Q You assume that the letter came from you?
A Yes, I assume so but I cannot say for certain. It does not bear my signature.
Q I offer this as Prosecution Exhibit 520 for identification. Let's read a little part of this letter, Professor. Let's turn to page 2 in the paragraph beginning at the top of that page. You speak of the report of Rose about the Ipsen vaccine. About the middle of that paragraph you state "As you know already from my reports, we used already unphenolized yolk-sack cultures for the production of vaccine. I already reported to you the numeral results of experiments on human beings. The Serum titer is considerably higher, also after a single vaccination, in comparison with 3 times vaccinations with deactivated vaccines. I regret that it was not possible so far to perform infectious experiments on the vaccinated persons; I requested the Ahnenerbe of the SS to provide suitable persons for vaccination, but did not receive an answer as yet. The are now performing a further vaccination of human beings; I shall report later about the result. I guess we will then have reached the point to be able to recommend our new vaccine to be introduced, for the time being without infectious experiments." Now, Professor, first I would like to observe that you used the word experiments yourself in this letter to Rose, didn't you?

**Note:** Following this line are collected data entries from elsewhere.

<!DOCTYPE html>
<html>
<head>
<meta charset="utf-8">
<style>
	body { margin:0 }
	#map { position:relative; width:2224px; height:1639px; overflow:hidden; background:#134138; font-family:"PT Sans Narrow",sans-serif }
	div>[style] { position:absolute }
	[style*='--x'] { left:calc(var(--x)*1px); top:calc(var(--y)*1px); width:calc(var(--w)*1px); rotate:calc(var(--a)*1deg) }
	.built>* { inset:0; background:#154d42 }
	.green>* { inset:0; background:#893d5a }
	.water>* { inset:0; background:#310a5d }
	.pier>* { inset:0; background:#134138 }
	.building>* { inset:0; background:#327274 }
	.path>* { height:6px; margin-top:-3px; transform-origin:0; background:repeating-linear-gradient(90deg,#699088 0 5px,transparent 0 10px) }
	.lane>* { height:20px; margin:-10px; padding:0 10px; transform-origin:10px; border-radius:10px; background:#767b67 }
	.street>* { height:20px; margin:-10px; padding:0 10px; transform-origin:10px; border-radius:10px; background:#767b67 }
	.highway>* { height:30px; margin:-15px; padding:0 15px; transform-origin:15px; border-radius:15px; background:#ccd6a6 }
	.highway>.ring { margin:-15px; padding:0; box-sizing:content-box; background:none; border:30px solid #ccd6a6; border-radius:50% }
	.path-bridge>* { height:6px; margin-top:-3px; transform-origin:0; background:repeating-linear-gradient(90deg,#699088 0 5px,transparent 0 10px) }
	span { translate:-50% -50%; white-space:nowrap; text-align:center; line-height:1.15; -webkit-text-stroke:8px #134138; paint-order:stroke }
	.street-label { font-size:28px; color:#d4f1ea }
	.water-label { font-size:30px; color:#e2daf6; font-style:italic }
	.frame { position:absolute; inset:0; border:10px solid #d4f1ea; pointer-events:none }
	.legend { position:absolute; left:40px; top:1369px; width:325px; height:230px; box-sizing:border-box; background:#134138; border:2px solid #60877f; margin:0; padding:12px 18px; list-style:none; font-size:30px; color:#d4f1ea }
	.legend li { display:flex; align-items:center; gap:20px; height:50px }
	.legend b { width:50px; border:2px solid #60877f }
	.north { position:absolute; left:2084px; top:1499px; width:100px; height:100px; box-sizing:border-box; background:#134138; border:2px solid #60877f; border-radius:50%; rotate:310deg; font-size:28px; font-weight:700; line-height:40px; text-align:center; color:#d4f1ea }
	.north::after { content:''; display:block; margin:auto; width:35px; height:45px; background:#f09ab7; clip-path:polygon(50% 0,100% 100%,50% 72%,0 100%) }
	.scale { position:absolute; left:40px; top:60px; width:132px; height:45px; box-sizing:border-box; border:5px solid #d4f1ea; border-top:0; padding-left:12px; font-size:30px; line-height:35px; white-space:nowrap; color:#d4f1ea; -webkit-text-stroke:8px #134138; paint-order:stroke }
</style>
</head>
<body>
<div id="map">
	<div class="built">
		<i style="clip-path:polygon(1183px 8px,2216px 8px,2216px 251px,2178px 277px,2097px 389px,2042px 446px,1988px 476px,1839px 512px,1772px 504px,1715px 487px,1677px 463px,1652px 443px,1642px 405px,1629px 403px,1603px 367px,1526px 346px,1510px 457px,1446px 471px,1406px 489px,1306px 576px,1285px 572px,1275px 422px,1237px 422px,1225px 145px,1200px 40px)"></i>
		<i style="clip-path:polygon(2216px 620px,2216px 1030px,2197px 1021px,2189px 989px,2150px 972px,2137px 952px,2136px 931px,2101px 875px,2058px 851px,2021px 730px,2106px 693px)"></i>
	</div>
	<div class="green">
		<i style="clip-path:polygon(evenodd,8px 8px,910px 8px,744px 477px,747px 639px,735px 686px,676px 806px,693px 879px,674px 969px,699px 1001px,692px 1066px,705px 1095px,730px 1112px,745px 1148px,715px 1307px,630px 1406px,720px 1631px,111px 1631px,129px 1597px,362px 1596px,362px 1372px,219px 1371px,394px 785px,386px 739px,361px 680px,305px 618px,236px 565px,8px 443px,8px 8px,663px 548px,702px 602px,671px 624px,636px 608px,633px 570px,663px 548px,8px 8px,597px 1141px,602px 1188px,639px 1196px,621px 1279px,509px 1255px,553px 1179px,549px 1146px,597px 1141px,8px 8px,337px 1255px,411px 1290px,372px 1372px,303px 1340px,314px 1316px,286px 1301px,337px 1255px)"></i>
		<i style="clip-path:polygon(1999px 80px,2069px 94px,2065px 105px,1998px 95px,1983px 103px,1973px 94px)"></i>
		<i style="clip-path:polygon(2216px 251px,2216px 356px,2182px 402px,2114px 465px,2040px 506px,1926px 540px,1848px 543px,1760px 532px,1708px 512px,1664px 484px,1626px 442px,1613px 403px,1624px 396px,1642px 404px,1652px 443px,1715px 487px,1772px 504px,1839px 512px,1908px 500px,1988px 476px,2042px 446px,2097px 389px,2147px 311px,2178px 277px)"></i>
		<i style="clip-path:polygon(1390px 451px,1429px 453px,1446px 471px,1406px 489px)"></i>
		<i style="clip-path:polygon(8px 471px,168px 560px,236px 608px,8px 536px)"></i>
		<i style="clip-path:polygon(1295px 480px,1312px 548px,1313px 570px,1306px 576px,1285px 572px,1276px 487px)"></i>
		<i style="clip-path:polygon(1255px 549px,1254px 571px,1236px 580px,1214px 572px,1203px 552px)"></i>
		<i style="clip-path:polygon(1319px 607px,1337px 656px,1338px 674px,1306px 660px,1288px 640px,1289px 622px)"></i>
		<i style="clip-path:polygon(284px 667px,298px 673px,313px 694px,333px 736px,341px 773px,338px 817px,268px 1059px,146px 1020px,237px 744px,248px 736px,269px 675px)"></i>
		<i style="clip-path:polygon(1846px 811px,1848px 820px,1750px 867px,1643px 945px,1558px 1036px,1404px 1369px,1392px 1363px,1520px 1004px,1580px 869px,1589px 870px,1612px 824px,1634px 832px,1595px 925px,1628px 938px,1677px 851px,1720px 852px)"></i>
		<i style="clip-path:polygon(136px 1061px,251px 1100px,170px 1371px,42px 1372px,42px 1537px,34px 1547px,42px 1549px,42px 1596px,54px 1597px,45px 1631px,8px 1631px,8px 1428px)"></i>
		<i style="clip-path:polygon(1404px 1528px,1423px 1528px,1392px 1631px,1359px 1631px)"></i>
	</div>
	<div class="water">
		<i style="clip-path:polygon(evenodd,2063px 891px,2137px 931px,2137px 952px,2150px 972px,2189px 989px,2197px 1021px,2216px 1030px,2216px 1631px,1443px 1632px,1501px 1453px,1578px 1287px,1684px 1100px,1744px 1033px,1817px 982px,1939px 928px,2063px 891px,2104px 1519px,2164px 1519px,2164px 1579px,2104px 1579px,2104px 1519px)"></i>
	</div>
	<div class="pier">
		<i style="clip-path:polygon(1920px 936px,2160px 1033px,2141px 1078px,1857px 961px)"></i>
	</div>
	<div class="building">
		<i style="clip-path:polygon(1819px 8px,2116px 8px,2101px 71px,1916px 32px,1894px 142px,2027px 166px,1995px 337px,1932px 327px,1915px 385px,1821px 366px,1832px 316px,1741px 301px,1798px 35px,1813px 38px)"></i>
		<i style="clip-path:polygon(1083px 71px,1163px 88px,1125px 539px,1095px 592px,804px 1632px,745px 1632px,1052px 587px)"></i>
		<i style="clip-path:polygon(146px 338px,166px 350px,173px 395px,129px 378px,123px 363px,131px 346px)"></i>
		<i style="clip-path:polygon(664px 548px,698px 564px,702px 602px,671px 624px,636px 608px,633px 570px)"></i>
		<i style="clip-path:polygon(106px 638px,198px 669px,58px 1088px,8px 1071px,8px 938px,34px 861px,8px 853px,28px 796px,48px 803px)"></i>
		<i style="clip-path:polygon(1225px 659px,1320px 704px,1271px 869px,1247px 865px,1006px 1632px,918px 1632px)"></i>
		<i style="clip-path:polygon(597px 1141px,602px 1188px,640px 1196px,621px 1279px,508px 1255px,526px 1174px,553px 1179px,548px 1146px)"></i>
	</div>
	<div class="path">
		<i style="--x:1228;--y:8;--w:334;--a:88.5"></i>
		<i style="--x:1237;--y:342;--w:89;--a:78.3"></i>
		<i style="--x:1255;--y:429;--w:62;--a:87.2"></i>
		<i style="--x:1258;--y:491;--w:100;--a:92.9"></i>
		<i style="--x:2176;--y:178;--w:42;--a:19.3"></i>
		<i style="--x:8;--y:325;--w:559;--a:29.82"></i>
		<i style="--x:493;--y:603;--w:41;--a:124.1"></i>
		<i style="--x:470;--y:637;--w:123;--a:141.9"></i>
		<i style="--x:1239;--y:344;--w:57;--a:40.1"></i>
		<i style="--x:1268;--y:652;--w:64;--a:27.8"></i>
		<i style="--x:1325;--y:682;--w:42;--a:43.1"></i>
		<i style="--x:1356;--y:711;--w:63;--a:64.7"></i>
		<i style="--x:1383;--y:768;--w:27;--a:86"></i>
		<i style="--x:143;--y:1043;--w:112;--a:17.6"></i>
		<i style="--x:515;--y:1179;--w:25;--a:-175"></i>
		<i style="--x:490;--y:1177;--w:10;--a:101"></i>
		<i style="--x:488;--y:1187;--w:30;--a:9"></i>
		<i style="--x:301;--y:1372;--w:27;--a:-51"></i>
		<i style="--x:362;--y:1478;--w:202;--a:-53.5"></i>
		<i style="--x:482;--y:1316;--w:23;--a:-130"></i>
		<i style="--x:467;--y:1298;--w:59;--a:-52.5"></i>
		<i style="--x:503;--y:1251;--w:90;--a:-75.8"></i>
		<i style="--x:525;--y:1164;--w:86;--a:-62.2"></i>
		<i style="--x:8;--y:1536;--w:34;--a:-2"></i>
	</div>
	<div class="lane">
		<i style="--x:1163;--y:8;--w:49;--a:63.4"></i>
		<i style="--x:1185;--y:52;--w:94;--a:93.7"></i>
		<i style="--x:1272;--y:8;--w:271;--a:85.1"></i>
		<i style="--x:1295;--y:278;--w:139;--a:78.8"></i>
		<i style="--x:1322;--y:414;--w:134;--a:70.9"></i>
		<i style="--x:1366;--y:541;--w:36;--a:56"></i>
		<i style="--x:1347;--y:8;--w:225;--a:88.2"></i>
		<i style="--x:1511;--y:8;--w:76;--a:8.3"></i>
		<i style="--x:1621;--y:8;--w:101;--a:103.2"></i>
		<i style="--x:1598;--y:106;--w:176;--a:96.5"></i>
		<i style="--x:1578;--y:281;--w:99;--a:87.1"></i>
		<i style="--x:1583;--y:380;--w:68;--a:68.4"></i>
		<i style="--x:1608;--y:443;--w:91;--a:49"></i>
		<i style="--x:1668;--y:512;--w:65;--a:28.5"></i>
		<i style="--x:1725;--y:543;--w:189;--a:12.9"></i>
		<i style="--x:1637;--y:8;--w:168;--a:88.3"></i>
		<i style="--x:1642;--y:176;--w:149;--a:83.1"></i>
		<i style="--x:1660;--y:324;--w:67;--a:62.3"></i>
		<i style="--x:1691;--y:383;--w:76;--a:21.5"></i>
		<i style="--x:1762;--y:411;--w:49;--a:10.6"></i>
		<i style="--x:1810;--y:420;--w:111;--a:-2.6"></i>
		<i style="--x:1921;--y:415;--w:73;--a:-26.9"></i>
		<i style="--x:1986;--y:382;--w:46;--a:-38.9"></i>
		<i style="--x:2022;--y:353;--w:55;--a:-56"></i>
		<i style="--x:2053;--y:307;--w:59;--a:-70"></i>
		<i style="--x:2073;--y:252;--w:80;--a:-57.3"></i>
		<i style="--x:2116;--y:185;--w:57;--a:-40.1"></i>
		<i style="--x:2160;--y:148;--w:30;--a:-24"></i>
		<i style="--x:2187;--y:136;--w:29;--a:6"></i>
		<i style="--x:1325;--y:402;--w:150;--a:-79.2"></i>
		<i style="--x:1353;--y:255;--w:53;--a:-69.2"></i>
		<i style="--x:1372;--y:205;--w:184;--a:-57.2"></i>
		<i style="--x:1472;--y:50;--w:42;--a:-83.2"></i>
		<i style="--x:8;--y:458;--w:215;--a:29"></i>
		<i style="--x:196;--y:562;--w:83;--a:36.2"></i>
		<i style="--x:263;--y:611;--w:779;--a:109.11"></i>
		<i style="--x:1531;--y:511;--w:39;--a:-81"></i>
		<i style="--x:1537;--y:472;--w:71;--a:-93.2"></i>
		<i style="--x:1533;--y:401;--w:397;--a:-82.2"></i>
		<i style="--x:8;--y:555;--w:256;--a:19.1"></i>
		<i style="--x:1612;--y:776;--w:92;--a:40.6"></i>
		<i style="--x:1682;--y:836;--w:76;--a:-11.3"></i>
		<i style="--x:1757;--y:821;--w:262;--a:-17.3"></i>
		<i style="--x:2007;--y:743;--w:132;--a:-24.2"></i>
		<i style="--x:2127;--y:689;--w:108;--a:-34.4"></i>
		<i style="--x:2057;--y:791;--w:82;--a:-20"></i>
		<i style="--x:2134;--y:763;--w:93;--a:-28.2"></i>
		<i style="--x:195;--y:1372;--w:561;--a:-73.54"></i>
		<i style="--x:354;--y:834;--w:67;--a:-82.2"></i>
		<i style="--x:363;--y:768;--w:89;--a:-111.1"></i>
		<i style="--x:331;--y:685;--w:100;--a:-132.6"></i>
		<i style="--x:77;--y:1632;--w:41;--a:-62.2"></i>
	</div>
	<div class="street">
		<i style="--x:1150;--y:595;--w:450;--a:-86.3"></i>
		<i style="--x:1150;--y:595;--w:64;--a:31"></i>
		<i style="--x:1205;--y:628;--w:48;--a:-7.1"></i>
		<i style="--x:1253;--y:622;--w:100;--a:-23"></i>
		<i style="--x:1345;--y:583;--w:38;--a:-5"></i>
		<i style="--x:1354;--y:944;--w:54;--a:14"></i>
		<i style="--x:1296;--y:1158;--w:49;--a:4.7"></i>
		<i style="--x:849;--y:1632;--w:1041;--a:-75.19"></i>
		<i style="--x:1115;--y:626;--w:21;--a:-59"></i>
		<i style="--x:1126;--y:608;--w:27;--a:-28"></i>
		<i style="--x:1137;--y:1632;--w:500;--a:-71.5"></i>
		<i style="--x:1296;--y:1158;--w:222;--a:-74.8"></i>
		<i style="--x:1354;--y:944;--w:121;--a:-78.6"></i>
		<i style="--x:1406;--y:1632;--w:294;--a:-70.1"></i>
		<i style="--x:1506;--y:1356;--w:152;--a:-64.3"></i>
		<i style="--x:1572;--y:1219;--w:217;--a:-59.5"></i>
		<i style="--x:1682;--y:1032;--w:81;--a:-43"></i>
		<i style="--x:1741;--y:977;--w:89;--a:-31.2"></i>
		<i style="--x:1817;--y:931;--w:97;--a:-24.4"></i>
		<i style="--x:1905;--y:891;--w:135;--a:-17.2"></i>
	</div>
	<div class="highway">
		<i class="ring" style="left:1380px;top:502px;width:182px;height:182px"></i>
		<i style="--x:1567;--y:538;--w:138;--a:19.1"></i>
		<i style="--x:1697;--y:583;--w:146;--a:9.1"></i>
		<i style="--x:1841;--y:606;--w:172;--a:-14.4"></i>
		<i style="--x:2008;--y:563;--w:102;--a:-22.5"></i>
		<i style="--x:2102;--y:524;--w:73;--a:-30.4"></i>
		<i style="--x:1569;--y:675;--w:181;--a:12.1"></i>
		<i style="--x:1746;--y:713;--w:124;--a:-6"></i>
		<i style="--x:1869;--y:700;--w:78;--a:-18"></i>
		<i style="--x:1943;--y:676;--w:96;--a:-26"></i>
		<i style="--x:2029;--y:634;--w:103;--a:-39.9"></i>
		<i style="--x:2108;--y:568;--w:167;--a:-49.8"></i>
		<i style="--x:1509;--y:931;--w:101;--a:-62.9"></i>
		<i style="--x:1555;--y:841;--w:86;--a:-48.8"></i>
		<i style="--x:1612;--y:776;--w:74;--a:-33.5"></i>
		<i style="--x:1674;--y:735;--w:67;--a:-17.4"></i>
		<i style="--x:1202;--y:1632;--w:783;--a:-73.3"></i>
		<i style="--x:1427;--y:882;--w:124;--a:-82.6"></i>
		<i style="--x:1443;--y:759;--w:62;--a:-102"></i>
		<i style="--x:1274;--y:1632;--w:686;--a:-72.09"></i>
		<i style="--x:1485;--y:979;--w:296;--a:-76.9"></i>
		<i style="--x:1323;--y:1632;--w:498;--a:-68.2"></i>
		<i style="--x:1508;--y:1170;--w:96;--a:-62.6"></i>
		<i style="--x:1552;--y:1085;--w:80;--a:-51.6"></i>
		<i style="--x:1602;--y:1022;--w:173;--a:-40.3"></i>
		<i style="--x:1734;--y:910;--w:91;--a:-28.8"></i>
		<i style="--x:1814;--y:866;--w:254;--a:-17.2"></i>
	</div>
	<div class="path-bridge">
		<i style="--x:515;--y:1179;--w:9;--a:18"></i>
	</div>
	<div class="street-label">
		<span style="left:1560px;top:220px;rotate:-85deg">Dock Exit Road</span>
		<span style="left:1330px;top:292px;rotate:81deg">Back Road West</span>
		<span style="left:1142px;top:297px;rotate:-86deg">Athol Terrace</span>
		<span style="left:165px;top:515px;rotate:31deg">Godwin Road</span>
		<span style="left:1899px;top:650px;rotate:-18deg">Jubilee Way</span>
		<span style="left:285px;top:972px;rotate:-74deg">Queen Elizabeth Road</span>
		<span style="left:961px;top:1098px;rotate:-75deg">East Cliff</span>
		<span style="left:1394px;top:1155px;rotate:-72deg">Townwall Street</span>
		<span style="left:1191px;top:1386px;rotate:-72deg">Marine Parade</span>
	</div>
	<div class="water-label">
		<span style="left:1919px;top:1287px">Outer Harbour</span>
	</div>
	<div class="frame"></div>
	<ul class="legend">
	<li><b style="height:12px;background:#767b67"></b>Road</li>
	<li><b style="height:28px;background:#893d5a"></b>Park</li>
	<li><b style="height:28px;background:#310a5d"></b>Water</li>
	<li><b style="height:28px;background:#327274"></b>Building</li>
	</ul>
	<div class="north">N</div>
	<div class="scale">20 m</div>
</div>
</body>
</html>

A Yes, that's right. I had no misgivings about that. I often said that tests for comparison, etc., as long as a procedure is not definitely decided upon can be called experiments.
Q But, you have also insisted to this Tribunal that use of the word experiment in connection with what you did is a complete misnomer. Now you used the word experiments in connection with your work in Schirmeck, didn't you, Professor?
A I said expressly in the examination that in a certain sense one can speak of experiments but not in the interpretation the word is given hero in this trial.
Q Well, be that as it may. We will proceed a little bit. Now you say "I regret that it was not possible so far to perform infectious experiments on the vaccinated persons." Now hero you are telling Prof essor Rose that you really meant that you hadn't performed another vaccination on the vaccinated persons.